YOUR OBJECTIVE.
In the listing below, pick out lines with "index".

SUPPLIED ENTRIES.
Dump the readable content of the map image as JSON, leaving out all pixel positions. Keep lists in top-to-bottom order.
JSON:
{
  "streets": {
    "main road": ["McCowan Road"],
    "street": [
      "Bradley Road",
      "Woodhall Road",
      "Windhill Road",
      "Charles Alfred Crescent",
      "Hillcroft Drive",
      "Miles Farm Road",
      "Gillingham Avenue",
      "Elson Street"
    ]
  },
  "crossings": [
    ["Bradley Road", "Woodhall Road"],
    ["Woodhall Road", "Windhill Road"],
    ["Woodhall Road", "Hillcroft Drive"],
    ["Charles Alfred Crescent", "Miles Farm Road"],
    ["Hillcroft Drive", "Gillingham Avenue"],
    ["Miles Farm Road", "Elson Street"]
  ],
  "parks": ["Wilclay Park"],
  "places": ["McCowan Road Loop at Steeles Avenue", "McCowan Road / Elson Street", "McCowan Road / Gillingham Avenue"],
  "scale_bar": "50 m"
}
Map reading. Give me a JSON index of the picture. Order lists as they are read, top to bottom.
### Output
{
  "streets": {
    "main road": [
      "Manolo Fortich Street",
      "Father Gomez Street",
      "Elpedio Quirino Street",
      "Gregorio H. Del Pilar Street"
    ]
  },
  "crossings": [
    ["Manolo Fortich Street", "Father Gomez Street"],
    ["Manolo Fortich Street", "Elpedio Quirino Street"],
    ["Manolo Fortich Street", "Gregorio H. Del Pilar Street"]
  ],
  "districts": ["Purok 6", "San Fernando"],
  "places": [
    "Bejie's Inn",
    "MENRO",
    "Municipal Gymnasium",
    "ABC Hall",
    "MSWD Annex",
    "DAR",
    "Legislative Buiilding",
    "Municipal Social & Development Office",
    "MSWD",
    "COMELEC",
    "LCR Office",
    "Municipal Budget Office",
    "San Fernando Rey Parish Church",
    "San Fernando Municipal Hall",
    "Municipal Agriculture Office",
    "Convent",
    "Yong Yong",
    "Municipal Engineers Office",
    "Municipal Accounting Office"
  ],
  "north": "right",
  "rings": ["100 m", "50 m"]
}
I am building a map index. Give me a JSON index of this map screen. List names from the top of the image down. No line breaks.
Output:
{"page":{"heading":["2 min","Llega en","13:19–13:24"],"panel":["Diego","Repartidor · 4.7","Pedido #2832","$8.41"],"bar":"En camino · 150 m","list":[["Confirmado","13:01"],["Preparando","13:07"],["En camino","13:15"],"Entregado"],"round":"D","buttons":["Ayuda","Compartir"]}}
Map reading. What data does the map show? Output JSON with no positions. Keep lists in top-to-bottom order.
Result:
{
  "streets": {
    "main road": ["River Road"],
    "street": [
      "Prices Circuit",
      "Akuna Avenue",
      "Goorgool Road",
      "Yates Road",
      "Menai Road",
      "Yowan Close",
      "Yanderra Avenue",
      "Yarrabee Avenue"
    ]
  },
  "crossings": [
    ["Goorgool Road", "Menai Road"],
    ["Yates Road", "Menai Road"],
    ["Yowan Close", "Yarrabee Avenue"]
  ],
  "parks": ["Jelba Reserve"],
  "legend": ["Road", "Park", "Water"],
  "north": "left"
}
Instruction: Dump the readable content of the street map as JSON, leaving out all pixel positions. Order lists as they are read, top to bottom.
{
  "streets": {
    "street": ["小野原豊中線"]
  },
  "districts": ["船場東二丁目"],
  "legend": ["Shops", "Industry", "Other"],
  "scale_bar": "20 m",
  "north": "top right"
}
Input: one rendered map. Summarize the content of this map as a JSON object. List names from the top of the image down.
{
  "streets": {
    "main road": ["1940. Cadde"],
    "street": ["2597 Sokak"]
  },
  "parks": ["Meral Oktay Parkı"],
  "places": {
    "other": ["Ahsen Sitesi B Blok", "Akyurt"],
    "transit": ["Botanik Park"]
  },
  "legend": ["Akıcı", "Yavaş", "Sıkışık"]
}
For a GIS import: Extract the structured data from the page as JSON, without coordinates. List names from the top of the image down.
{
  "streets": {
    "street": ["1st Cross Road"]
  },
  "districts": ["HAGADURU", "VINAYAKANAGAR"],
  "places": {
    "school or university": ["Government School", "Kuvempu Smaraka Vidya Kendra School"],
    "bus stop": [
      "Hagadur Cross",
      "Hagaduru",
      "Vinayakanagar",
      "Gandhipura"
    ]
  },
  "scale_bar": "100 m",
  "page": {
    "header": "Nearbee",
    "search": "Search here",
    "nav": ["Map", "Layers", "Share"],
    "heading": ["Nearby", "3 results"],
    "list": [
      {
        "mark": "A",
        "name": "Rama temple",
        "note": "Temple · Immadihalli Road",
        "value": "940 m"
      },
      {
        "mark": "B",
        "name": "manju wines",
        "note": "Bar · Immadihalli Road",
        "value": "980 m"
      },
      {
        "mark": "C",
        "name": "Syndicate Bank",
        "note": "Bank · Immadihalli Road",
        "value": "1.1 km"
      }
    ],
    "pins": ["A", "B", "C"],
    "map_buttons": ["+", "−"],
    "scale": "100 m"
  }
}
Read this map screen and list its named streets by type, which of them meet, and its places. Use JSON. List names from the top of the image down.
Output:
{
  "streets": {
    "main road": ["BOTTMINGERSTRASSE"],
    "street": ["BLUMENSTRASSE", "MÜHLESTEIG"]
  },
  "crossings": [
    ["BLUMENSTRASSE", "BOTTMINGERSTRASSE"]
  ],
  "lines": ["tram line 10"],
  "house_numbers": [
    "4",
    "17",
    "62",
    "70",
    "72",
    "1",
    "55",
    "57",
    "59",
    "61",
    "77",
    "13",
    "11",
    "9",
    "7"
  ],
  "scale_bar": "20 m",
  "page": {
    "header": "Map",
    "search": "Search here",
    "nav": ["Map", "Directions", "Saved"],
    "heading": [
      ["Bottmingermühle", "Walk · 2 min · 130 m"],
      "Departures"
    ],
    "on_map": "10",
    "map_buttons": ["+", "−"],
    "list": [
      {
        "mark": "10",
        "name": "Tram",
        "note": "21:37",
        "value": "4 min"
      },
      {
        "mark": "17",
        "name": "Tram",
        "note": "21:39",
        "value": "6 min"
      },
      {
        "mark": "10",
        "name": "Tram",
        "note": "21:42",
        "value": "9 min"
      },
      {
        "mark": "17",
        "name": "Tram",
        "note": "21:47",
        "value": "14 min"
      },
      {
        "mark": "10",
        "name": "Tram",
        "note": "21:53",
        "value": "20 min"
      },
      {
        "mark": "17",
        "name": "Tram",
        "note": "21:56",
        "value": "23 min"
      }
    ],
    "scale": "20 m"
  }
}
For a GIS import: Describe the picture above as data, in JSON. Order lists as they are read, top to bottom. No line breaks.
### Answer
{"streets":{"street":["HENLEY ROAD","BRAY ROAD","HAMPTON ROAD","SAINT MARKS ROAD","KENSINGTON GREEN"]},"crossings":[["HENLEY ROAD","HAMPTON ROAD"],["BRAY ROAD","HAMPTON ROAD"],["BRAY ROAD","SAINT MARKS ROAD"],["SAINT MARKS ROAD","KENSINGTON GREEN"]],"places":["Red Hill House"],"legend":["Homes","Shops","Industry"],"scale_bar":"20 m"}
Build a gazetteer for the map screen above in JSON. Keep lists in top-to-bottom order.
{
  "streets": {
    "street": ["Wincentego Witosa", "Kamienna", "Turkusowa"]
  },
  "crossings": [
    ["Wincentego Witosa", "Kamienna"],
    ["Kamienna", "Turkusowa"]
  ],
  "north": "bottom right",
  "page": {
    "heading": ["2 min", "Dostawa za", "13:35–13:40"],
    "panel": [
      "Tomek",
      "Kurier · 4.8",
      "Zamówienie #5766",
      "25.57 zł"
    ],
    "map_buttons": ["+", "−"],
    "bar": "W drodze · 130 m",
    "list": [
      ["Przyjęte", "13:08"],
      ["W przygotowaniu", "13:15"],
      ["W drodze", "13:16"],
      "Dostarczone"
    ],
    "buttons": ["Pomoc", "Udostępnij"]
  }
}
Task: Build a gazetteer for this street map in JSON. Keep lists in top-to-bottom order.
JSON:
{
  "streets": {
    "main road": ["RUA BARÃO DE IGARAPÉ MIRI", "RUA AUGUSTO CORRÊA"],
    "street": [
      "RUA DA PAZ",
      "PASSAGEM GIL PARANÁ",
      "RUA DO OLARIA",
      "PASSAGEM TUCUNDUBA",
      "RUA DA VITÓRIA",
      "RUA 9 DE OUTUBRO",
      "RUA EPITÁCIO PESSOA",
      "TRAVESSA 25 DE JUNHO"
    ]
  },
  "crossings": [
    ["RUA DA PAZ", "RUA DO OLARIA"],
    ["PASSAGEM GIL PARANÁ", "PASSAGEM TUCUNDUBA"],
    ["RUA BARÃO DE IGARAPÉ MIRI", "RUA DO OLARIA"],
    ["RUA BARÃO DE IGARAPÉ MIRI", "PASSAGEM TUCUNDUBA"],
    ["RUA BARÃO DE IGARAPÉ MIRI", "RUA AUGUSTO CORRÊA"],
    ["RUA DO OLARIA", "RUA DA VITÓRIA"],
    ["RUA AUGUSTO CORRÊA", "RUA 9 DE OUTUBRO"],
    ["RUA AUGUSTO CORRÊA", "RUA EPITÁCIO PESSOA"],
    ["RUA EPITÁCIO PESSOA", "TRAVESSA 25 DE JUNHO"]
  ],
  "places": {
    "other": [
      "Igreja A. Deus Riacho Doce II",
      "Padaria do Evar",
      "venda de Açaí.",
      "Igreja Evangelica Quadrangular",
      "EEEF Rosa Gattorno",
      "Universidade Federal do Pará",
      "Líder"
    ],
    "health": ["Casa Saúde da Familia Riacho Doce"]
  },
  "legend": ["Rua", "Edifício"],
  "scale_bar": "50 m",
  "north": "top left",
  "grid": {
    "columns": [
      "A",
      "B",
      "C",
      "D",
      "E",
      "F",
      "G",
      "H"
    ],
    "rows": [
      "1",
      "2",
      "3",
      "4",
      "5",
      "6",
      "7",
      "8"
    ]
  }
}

WORKED SOLUTION.
Map reading. Give me a JSON index of the picture. Order lists as they are read, top to bottom.
I am building a map index. Give me a JSON index of this map screen. List names from the top of the image down. No line breaks.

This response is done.